Cette lettre en effet commence ainsi :

Nos mères m’ont commandé de vous écrire, afin que vous me mandiez toutes les circonstances de votre méthode pour apprendre à lire, où il ne faut pas que les enfants sachent le nom des lettres[1].

Toute méthode a ses difficultés et ses inconvénients propres : celle de Pascal n’a pas prévu le cas où certaines lettres ne doivent pas être prononcées : par exemple à la fin des mots, quoique ces lettres aient « un son naturel », par exemple Jésus, qui doit se dire Jésu et non Jésuse. Elle n’a prévu non plus qu’« en ajoutant » aux consonnes, par exemple n, « l’e muet qui est nécessaire pour les prononcer », on arriverait, à la fin des mots à prononcer one au lieu de on. C’est sur ces difficultés spéciales que Sœur Euphémie (Jacqueline) demande à Pascal des explications.

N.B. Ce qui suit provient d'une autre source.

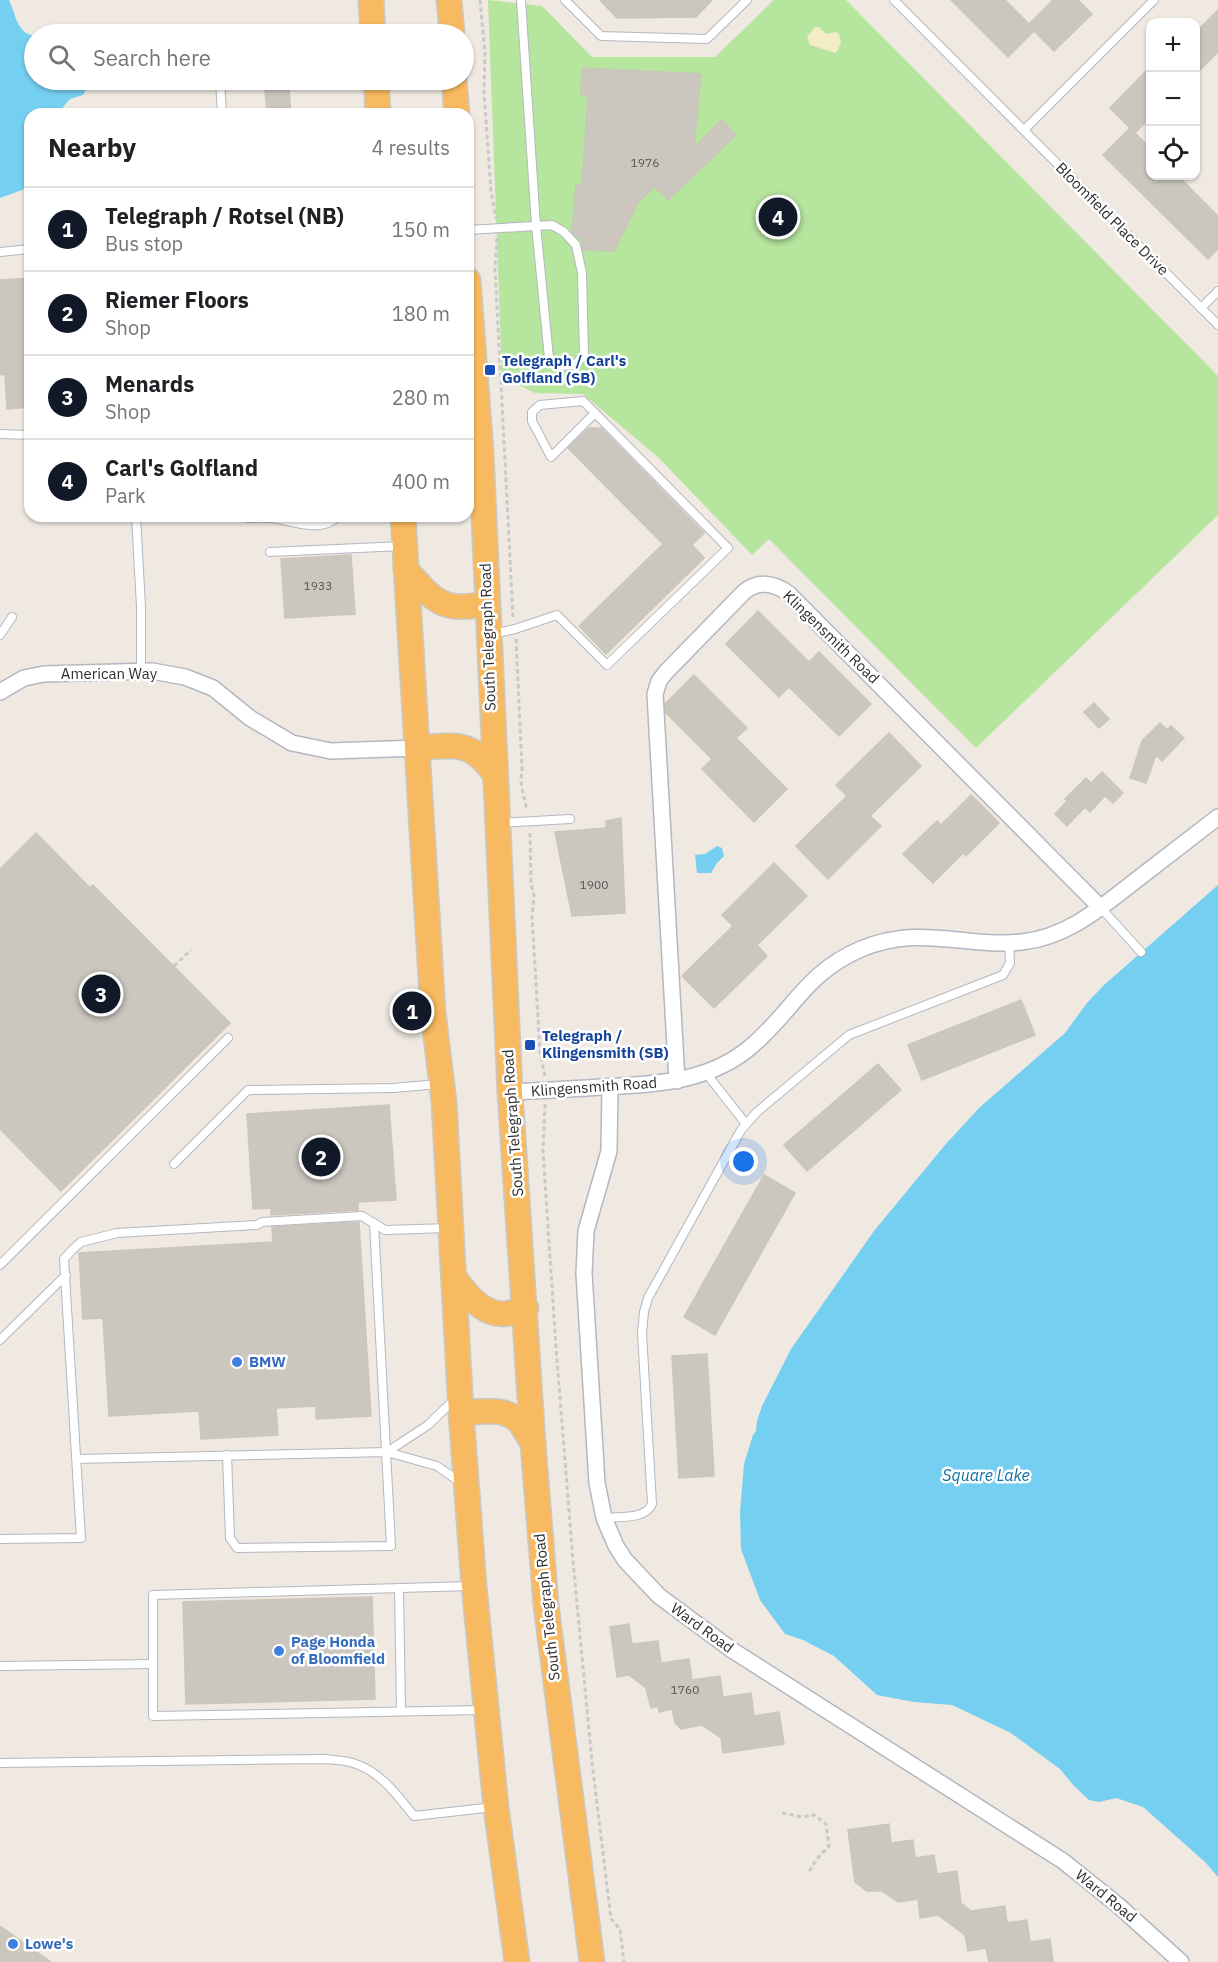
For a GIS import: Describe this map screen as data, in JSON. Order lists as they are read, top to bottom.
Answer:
{
  "streets": {
    "highway": ["South Telegraph Road"],
    "street": ["Klingensmith Road", "American Way", "Ward Road"],
    "lane": ["Bloomfield Place Drive"]
  },
  "crossings": [
    ["South Telegraph Road", "Klingensmith Road"],
    ["Klingensmith Road", "Ward Road"]
  ],
  "water": ["Square Lake"],
  "places": {
    "transit": ["Telegraph / Carl's Golfland (SB)", "Telegraph / Klingensmith (SB)"],
    "other": ["BMW", "Page Honda of Bloomfield", "Lowe's"]
  },
  "house_numbers": [
    "1976",
    "1933",
    "1900",
    "1760"
  ],
  "page": {
    "map_buttons": ["+", "−"],
    "search": "Search here",
    "heading": ["Nearby", "4 results"],
    "list": [
      {
        "mark": "1",
        "name": "Telegraph / Rotsel (NB)",
        "note": "Bus stop",
        "value": "150 m"
      },
      {
        "mark": "2",
        "name": "Riemer Floors",
        "note": "Shop",
        "value": "180 m"
      },
      {
        "mark": "3",
        "name": "Menards",
        "note": "Shop",
        "value": "280 m"
      },
      {
        "mark": "4",
        "name": "Carl's Golfland",
        "note": "Park",
        "value": "400 m"
      }
    ],
    "pins": [
      "4",
      "3",
      "1",
      "2"
    ]
  }
}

Nous n’avons pas à parler des difficultés que la méthode de Pascal eut à s’implanter, toute raisonnable qu’elle fût. Aujourd’hui son triomphe est assuré, complet : partout le « syllabaire » a remplacé l’alphabet ou « l’abécédaire ». La réforme de Pascal n’est plus contestée, elle ne pourrait plus aujourd’hui qu’être compromise par les exagérations ou les excès de ses partisans, plus exactement, que par la méconnaissance de son principe. Quel est ce principe ? Ce n’est pas que l’esprit de l’enfant est naturellement synthétique, global, et répugne à l’analyse, auquel cas il n’y aurait plus, pour se conformer à ses tendances naturelles, qu’à lui apprendre à lire d’abord des phrases, ensuite des mots, finalement des syllabes, et on ne voit pas bien alors comment il arriverait jamais à savoir ses lettres, à supposer même qu’il s’avisât de lui-même de la décomposition déjà artificielle de la phrase en mots et des mots en syllabes. Le principe de Pascal est tout autre : il faut partir, pour la lecture comme pour tout le reste, de l’analyse, non de la synthèse, mais d’une analyse naturelle, non artificielle. Or il est naturel, quand on donne un nom à une lettre, que ce nom soit le signe vocal de cette lettre,

  1. Ibid. p. 208.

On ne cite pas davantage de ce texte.